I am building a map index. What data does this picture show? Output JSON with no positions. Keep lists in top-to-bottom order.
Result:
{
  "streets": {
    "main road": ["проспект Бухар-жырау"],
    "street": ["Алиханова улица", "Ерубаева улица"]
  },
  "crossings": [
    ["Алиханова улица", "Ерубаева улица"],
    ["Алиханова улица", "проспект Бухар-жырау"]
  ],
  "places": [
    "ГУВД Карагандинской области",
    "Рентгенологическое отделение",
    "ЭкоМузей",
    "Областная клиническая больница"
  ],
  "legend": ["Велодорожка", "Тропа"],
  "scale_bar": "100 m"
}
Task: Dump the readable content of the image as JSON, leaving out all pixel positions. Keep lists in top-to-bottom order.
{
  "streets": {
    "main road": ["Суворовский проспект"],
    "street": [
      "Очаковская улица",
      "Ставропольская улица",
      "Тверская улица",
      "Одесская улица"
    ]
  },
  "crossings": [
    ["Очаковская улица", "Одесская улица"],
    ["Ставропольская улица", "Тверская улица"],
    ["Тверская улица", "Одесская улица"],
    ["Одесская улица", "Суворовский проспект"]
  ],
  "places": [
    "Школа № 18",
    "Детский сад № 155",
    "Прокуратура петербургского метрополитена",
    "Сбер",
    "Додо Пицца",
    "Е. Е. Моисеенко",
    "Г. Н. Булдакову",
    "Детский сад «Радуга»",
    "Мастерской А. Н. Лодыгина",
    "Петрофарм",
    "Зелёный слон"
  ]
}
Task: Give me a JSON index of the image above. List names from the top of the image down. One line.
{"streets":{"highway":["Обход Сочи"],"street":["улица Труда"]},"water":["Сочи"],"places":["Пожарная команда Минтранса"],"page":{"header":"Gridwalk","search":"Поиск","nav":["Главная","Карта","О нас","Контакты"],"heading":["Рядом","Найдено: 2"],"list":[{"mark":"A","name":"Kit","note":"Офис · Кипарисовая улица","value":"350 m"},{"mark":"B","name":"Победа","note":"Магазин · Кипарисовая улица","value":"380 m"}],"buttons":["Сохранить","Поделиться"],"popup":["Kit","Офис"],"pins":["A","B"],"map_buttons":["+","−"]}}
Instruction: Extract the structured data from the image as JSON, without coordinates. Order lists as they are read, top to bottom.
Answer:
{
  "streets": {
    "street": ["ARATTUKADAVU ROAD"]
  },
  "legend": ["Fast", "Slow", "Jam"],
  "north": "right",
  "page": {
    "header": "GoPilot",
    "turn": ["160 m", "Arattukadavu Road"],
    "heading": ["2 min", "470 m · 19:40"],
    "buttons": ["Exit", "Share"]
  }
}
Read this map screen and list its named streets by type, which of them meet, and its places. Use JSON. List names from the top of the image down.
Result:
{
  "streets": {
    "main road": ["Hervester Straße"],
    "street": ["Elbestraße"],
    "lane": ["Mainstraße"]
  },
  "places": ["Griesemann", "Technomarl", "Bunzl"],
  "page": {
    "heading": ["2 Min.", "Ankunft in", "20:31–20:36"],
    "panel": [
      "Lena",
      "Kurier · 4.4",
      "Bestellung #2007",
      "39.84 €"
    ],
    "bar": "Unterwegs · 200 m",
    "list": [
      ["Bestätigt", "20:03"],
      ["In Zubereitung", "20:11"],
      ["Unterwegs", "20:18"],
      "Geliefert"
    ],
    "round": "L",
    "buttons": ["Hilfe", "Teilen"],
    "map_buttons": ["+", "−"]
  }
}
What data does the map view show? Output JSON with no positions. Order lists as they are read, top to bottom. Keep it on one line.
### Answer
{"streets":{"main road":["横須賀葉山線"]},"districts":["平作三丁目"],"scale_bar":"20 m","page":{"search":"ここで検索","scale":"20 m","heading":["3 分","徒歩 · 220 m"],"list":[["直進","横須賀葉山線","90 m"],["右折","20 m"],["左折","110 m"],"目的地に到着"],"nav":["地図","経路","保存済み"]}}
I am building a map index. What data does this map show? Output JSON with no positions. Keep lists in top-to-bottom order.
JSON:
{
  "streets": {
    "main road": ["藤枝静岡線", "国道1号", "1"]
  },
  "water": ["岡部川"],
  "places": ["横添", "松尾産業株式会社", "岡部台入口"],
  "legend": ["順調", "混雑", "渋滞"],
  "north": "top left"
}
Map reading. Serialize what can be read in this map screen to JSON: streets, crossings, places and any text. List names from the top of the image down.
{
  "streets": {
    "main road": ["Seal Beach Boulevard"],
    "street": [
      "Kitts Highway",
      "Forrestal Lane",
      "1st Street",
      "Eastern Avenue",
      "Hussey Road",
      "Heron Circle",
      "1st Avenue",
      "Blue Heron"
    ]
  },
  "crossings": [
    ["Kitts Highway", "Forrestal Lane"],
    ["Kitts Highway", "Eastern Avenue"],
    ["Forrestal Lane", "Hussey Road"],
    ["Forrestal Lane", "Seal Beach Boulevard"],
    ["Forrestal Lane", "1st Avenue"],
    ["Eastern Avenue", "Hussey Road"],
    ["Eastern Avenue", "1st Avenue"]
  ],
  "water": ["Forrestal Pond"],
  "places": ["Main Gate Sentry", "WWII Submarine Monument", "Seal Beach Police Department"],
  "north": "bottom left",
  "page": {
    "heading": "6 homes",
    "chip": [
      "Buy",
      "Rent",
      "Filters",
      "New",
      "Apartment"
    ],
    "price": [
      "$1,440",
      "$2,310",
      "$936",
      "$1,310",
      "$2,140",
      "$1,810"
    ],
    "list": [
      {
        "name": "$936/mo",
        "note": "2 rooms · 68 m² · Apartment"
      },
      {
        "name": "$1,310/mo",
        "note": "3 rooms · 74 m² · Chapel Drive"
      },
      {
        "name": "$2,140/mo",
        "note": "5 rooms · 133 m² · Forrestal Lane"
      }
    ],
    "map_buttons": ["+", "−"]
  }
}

Exercise instructions
Repeat the listing above in full, exactly as given.

Response area
I am building a map index. What data does this picture show? Output JSON with no positions. Keep lists in top-to-bottom order.
Result:
{
  "streets": {
    "main road": ["проспект Бухар-жырау"],
    "street": ["Алиханова улица", "Ерубаева улица"]
  },
  "crossings": [
    ["Алиханова улица", "Ерубаева улица"],
    ["Алиханова улица", "проспект Бухар-жырау"]
  ],
  "places": [
    "ГУВД Карагандинской области",
    "Рентгенологическое отделение",
    "ЭкоМузей",
    "Областная клиническая больница"
  ],
  "legend": ["Велодорожка", "Тропа"],
  "scale_bar": "100 m"
}
Task: Dump the readable content of the image as JSON, leaving out all pixel positions. Keep lists in top-to-bottom order.
{
  "streets": {
    "main road": ["Суворовский проспект"],
    "street": [
      "Очаковская улица",
      "Ставропольская улица",
      "Тверская улица",
      "Одесская улица"
    ]
  },
  "crossings": [
    ["Очаковская улица", "Одесская улица"],
    ["Ставропольская улица", "Тверская улица"],
    ["Тверская улица", "Одесская улица"],
    ["Одесская улица", "Суворовский проспект"]
  ],
  "places": [
    "Школа № 18",
    "Детский сад № 155",
    "Прокуратура петербургского метрополитена",
    "Сбер",
    "Додо Пицца",
    "Е. Е. Моисеенко",
    "Г. Н. Булдакову",
    "Детский сад «Радуга»",
    "Мастерской А. Н. Лодыгина",
    "Петрофарм",
    "Зелёный слон"
  ]
}
Task: Give me a JSON index of the image above. List names from the top of the image down. One line.
{"streets":{"highway":["Обход Сочи"],"street":["улица Труда"]},"water":["Сочи"],"places":["Пожарная команда Минтранса"],"page":{"header":"Gridwalk","search":"Поиск","nav":["Главная","Карта","О нас","Контакты"],"heading":["Рядом","Найдено: 2"],"list":[{"mark":"A","name":"Kit","note":"Офис · Кипарисовая улица","value":"350 m"},{"mark":"B","name":"Победа","note":"Магазин · Кипарисовая улица","value":"380 m"}],"buttons":["Сохранить","Поделиться"],"popup":["Kit","Офис"],"pins":["A","B"],"map_buttons":["+","−"]}}
Instruction: Extract the structured data from the image as JSON, without coordinates. Order lists as they are read, top to bottom.
Answer:
{
  "streets": {
    "street": ["ARATTUKADAVU ROAD"]
  },
  "legend": ["Fast", "Slow", "Jam"],
  "north": "right",
  "page": {
    "header": "GoPilot",
    "turn": ["160 m", "Arattukadavu Road"],
    "heading": ["2 min", "470 m · 19:40"],
    "buttons": ["Exit", "Share"]
  }
}
Read this map screen and list its named streets by type, which of them meet, and its places. Use JSON. List names from the top of the image down.
Result:
{
  "streets": {
    "main road": ["Hervester Straße"],
    "street": ["Elbestraße"],
    "lane": ["Mainstraße"]
  },
  "places": ["Griesemann", "Technomarl", "Bunzl"],
  "page": {
    "heading": ["2 Min.", "Ankunft in", "20:31–20:36"],
    "panel": [
      "Lena",
      "Kurier · 4.4",
      "Bestellung #2007",
      "39.84 €"
    ],
    "bar": "Unterwegs · 200 m",
    "list": [
      ["Bestätigt", "20:03"],
      ["In Zubereitung", "20:11"],
      ["Unterwegs", "20:18"],
      "Geliefert"
    ],
    "round": "L",
    "buttons": ["Hilfe", "Teilen"],
    "map_buttons": ["+", "−"]
  }
}
What data does the map view show? Output JSON with no positions. Order lists as they are read, top to bottom. Keep it on one line.
### Answer
{"streets":{"main road":["横須賀葉山線"]},"districts":["平作三丁目"],"scale_bar":"20 m","page":{"search":"ここで検索","scale":"20 m","heading":["3 分","徒歩 · 220 m"],"list":[["直進","横須賀葉山線","90 m"],["右折","20 m"],["左折","110 m"],"目的地に到着"],"nav":["地図","経路","保存済み"]}}
I am building a map index. What data does this map show? Output JSON with no positions. Keep lists in top-to-bottom order.
JSON:
{
  "streets": {
    "main road": ["藤枝静岡線", "国道1号", "1"]
  },
  "water": ["岡部川"],
  "places": ["横添", "松尾産業株式会社", "岡部台入口"],
  "legend": ["順調", "混雑", "渋滞"],
  "north": "top left"
}
Map reading. Serialize what can be read in this map screen to JSON: streets, crossings, places and any text. List names from the top of the image down.
{
  "streets": {
    "main road": ["Seal Beach Boulevard"],
    "street": [
      "Kitts Highway",
      "Forrestal Lane",
      "1st Street",
      "Eastern Avenue",
      "Hussey Road",
      "Heron Circle",
      "1st Avenue",
      "Blue Heron"
    ]
  },
  "crossings": [
    ["Kitts Highway", "Forrestal Lane"],
    ["Kitts Highway", "Eastern Avenue"],
    ["Forrestal Lane", "Hussey Road"],
    ["Forrestal Lane", "Seal Beach Boulevard"],
    ["Forrestal Lane", "1st Avenue"],
    ["Eastern Avenue", "Hussey Road"],
    ["Eastern Avenue", "1st Avenue"]
  ],
  "water": ["Forrestal Pond"],
  "places": ["Main Gate Sentry", "WWII Submarine Monument", "Seal Beach Police Department"],
  "north": "bottom left",
  "page": {
    "heading": "6 homes",
    "chip": [
      "Buy",
      "Rent",
      "Filters",
      "New",
      "Apartment"
    ],
    "price": [
      "$1,440",
      "$2,310",
      "$936",
      "$1,310",
      "$2,140",
      "$1,810"
    ],
    "list": [
      {
        "name": "$936/mo",
        "note": "2 rooms · 68 m² · Apartment"
      },
      {
        "name": "$1,310/mo",
        "note": "3 rooms · 74 m² · Chapel Drive"
      },
      {
        "name": "$2,140/mo",
        "note": "5 rooms · 133 m² · Forrestal Lane"
      }
    ],
    "map_buttons": ["+", "−"]
  }
}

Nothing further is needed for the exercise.